DATA PROVIDED
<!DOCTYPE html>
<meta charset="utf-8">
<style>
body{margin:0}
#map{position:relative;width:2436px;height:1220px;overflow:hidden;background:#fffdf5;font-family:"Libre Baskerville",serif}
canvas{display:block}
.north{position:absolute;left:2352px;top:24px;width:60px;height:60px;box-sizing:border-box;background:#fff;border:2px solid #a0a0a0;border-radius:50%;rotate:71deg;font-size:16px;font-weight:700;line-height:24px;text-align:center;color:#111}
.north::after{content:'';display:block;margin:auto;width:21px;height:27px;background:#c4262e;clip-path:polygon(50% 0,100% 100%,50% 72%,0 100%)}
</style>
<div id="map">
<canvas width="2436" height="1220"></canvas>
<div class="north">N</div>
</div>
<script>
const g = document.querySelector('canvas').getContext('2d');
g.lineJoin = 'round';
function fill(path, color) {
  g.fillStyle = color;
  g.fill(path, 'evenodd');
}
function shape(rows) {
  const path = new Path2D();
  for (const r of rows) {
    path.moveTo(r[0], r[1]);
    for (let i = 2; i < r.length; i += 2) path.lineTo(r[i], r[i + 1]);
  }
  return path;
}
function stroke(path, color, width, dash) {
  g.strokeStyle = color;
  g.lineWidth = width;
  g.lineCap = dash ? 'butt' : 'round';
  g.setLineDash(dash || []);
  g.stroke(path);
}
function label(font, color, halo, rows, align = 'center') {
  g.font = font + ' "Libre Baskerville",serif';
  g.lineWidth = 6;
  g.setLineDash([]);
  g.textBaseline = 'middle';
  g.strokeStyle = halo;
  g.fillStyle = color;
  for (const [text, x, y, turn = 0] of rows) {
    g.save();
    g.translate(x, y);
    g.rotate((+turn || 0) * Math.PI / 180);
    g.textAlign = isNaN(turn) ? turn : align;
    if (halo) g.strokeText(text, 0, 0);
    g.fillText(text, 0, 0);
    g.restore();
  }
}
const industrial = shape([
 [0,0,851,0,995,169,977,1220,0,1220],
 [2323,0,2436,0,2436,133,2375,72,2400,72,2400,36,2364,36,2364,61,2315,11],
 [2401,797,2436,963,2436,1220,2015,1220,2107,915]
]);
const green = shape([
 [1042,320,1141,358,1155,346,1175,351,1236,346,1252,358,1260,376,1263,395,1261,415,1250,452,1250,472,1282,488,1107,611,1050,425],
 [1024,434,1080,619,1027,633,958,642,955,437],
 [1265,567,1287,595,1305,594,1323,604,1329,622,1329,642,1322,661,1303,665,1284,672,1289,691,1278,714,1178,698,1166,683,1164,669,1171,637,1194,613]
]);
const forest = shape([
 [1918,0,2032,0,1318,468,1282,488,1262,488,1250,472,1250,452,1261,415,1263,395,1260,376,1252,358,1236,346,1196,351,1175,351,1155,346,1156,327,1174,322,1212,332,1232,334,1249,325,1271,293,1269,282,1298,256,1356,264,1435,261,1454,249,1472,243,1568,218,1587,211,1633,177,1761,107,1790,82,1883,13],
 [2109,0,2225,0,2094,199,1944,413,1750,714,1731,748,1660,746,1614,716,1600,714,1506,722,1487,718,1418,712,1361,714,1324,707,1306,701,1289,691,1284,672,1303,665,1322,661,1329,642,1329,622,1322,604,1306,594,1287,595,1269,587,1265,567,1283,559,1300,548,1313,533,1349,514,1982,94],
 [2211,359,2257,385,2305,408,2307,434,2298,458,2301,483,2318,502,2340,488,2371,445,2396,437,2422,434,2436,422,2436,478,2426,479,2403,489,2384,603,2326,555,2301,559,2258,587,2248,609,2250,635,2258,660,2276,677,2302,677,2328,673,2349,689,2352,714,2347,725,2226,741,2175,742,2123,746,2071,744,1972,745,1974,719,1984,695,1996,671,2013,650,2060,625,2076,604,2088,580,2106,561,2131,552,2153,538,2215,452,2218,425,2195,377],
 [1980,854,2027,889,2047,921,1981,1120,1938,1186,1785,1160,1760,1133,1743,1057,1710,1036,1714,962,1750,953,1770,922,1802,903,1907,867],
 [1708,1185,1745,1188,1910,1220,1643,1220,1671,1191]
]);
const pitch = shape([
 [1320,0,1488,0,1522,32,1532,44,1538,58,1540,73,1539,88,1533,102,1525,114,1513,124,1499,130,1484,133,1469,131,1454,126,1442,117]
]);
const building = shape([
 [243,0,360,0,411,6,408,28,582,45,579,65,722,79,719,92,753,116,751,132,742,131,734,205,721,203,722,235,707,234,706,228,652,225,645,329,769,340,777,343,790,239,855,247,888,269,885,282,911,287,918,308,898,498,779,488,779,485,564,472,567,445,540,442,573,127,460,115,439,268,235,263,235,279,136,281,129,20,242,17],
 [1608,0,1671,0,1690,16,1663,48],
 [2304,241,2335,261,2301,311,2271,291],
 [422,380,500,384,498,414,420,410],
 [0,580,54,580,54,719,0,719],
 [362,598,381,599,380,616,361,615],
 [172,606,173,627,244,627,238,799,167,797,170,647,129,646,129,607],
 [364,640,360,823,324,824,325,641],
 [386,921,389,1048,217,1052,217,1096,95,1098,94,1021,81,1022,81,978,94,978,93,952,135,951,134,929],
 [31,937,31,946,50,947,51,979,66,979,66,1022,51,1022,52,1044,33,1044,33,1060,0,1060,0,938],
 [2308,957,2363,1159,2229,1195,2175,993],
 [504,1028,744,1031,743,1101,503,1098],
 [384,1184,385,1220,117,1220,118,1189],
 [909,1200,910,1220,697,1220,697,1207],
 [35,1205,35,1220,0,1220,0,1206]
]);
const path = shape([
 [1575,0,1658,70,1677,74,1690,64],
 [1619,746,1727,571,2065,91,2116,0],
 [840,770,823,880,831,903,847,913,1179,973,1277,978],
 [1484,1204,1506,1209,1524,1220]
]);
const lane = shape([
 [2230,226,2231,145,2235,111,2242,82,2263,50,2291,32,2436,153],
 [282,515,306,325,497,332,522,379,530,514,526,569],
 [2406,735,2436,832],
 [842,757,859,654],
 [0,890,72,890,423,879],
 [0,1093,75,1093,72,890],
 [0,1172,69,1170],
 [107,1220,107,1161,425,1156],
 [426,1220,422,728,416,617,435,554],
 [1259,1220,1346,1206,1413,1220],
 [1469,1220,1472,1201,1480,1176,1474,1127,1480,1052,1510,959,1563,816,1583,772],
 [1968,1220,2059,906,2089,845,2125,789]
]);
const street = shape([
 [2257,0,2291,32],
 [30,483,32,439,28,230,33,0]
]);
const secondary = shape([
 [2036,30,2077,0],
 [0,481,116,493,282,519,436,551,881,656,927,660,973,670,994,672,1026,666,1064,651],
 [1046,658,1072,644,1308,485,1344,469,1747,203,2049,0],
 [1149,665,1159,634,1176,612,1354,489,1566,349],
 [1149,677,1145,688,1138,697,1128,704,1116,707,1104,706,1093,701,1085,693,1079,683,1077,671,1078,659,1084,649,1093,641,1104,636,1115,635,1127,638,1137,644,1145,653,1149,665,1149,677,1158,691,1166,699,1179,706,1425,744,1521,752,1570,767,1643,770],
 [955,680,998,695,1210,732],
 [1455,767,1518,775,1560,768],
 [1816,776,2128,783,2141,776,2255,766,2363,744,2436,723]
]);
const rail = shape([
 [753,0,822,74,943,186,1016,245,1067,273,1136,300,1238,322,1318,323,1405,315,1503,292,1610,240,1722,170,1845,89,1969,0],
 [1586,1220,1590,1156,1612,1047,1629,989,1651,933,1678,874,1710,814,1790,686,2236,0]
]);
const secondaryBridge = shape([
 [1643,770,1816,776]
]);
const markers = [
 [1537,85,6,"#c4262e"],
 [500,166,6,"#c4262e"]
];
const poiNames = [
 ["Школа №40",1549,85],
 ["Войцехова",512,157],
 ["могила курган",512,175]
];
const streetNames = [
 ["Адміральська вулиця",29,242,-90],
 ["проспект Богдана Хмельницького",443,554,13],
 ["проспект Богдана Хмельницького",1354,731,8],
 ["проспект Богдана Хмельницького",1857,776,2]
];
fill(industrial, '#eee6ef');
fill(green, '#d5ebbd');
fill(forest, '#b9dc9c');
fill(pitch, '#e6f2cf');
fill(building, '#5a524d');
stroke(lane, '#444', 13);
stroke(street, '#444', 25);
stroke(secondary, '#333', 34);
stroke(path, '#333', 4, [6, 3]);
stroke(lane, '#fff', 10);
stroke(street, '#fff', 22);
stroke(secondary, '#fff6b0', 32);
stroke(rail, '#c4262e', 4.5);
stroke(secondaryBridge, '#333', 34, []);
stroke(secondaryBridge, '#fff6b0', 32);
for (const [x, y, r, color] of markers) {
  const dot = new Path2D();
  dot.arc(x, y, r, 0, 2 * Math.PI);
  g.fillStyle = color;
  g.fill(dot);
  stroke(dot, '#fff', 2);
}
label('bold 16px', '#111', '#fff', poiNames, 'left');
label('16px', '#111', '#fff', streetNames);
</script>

TASK TO COMPLETE
Say how many lines of the entries above include the string "strokeStyle", giving the number and nothing else.

SOLUTION BELOW
2